→ How to complete this task
Whenever a line in the data contains "into", show that line.

___ Records for this exercise

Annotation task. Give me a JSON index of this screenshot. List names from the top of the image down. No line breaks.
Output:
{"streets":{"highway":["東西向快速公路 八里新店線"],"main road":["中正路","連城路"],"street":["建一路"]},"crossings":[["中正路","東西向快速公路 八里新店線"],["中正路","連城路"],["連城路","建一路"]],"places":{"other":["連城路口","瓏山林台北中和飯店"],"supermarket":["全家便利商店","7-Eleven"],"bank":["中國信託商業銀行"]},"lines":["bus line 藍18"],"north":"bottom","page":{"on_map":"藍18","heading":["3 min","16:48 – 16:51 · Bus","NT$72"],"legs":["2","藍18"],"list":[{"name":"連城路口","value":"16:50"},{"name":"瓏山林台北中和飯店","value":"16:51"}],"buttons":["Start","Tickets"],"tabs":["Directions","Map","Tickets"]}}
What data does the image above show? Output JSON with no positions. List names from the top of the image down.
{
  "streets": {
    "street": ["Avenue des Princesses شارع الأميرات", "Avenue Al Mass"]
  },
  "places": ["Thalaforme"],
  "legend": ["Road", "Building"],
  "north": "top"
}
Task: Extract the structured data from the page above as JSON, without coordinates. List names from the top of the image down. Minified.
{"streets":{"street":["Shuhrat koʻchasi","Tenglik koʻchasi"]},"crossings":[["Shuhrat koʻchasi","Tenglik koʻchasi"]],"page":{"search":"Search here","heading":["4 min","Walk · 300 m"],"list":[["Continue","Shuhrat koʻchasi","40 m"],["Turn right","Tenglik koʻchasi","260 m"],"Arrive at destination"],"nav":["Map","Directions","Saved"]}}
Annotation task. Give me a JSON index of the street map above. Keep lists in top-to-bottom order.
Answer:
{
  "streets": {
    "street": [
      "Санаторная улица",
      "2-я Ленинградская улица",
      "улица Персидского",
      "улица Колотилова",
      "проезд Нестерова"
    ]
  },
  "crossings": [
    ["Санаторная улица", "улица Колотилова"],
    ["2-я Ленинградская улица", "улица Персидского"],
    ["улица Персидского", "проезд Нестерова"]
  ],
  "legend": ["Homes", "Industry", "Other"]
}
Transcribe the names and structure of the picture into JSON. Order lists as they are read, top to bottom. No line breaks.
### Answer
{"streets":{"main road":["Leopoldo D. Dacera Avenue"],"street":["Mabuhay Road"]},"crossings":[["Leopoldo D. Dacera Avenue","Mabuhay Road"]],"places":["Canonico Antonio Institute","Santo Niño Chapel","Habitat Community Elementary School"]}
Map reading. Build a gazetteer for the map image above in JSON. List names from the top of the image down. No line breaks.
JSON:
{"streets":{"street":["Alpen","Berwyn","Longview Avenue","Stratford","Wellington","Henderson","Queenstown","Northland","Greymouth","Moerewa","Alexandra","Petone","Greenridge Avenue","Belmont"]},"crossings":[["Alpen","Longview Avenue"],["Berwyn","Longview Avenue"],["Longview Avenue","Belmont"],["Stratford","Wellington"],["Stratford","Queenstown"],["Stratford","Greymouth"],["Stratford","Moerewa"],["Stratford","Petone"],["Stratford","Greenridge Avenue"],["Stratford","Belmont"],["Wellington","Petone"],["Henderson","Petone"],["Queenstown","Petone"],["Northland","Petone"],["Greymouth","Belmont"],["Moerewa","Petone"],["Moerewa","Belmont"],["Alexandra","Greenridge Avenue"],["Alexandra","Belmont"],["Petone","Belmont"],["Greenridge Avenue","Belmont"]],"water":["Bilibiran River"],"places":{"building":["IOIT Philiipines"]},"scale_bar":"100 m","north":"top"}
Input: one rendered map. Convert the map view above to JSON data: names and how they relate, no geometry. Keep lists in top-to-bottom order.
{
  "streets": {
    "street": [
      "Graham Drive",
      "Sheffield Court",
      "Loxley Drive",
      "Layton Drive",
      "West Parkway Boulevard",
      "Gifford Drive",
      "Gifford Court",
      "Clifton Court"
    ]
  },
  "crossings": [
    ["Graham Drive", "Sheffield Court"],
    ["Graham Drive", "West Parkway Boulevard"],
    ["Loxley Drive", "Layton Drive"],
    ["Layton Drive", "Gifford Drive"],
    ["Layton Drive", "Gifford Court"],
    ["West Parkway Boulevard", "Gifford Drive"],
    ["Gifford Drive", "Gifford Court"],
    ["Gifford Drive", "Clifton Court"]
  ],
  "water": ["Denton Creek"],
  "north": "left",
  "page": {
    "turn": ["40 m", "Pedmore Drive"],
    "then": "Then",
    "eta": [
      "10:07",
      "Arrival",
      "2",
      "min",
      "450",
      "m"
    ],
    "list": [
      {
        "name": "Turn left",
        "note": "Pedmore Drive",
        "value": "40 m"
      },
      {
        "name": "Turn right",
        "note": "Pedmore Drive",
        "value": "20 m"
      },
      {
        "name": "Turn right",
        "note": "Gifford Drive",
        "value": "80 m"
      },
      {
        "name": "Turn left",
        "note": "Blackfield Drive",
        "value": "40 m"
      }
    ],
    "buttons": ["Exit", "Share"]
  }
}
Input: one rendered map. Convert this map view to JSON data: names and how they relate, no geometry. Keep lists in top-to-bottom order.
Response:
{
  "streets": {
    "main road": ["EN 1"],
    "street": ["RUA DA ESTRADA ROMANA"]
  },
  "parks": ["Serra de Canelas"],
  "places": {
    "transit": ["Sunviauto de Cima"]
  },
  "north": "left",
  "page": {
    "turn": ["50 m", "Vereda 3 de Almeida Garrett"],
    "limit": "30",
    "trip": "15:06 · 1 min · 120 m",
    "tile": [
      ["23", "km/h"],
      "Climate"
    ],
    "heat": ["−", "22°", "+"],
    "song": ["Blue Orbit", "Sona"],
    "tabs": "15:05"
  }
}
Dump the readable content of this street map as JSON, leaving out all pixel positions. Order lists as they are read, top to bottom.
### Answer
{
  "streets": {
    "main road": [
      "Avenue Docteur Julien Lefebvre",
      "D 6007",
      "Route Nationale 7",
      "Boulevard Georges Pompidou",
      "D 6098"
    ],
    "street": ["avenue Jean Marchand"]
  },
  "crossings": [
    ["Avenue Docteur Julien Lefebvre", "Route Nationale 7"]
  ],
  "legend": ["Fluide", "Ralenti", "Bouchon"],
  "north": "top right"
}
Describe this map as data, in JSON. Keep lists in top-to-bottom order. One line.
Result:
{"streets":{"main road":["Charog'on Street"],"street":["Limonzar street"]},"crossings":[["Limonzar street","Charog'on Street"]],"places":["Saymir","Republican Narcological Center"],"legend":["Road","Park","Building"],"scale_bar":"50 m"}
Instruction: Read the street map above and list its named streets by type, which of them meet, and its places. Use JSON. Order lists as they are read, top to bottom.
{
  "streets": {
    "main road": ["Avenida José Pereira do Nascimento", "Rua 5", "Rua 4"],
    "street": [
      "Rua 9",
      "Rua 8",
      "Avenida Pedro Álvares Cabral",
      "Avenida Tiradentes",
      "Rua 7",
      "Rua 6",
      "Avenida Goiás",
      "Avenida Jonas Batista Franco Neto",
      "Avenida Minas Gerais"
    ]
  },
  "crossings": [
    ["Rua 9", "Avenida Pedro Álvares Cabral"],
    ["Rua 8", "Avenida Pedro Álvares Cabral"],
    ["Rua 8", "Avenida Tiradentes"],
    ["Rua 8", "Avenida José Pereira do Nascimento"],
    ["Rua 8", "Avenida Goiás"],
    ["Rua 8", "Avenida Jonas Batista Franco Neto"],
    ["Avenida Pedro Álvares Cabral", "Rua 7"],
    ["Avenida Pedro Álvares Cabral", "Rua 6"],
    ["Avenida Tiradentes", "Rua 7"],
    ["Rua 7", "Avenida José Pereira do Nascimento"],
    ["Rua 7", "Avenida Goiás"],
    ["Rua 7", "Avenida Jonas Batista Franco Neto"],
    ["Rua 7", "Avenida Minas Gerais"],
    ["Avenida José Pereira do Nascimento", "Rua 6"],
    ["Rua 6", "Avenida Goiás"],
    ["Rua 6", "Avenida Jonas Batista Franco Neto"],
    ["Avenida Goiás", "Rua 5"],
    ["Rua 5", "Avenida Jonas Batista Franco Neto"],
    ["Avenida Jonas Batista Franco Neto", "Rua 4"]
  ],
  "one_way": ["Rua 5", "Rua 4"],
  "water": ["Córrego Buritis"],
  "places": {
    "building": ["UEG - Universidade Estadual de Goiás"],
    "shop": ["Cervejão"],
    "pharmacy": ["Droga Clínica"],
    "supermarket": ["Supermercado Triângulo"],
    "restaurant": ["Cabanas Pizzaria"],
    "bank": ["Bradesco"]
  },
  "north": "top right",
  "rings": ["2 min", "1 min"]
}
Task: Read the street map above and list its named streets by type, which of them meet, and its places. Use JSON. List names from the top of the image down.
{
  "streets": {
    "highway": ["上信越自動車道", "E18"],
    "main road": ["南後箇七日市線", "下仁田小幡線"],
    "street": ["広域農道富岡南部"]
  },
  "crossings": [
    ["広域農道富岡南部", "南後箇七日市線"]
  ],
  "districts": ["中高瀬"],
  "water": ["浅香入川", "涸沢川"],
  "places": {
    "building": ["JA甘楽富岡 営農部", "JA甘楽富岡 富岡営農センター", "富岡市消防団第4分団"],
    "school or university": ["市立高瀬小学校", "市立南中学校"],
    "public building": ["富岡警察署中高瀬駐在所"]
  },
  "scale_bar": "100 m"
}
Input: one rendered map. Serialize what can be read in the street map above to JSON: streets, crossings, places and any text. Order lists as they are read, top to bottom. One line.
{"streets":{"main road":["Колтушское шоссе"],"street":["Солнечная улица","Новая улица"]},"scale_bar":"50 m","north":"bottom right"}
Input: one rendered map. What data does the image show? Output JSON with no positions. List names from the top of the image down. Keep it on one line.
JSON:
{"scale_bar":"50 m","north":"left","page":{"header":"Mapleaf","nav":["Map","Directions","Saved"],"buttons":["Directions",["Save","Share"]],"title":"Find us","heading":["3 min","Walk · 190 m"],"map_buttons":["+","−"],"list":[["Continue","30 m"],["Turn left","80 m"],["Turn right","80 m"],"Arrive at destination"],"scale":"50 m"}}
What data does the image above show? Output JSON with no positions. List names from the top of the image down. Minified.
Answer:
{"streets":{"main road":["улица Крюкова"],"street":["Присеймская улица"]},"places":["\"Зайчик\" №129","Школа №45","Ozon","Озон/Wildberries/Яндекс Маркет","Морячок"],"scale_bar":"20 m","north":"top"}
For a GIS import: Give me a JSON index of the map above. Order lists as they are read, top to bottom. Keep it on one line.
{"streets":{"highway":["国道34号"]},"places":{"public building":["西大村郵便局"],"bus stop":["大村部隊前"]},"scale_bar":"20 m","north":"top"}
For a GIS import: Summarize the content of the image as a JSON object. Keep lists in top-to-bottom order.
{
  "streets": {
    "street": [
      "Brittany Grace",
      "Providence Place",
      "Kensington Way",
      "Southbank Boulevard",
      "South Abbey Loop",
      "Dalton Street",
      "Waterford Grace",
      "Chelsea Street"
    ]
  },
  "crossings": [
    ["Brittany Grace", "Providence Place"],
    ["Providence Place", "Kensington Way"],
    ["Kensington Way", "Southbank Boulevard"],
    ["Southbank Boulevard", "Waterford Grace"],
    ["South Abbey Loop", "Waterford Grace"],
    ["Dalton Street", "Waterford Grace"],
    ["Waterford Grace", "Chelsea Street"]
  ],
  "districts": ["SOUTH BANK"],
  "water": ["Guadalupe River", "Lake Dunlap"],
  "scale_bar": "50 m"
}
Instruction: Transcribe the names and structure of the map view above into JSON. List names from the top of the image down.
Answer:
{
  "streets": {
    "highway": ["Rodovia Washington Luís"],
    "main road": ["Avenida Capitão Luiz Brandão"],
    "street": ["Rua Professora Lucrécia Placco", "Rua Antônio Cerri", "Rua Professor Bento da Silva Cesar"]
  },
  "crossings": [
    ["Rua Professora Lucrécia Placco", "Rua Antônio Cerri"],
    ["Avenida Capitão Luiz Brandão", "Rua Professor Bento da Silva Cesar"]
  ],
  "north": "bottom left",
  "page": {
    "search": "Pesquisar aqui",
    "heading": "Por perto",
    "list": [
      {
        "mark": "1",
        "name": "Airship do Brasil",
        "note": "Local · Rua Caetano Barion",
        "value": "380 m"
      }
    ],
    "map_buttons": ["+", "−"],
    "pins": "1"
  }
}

______

→ Response area
Transcribe the names and structure of the picture into JSON. Order lists as they are read, top to bottom. No line breaks.
Instruction: Transcribe the names and structure of the map view above into JSON. List names from the top of the image down.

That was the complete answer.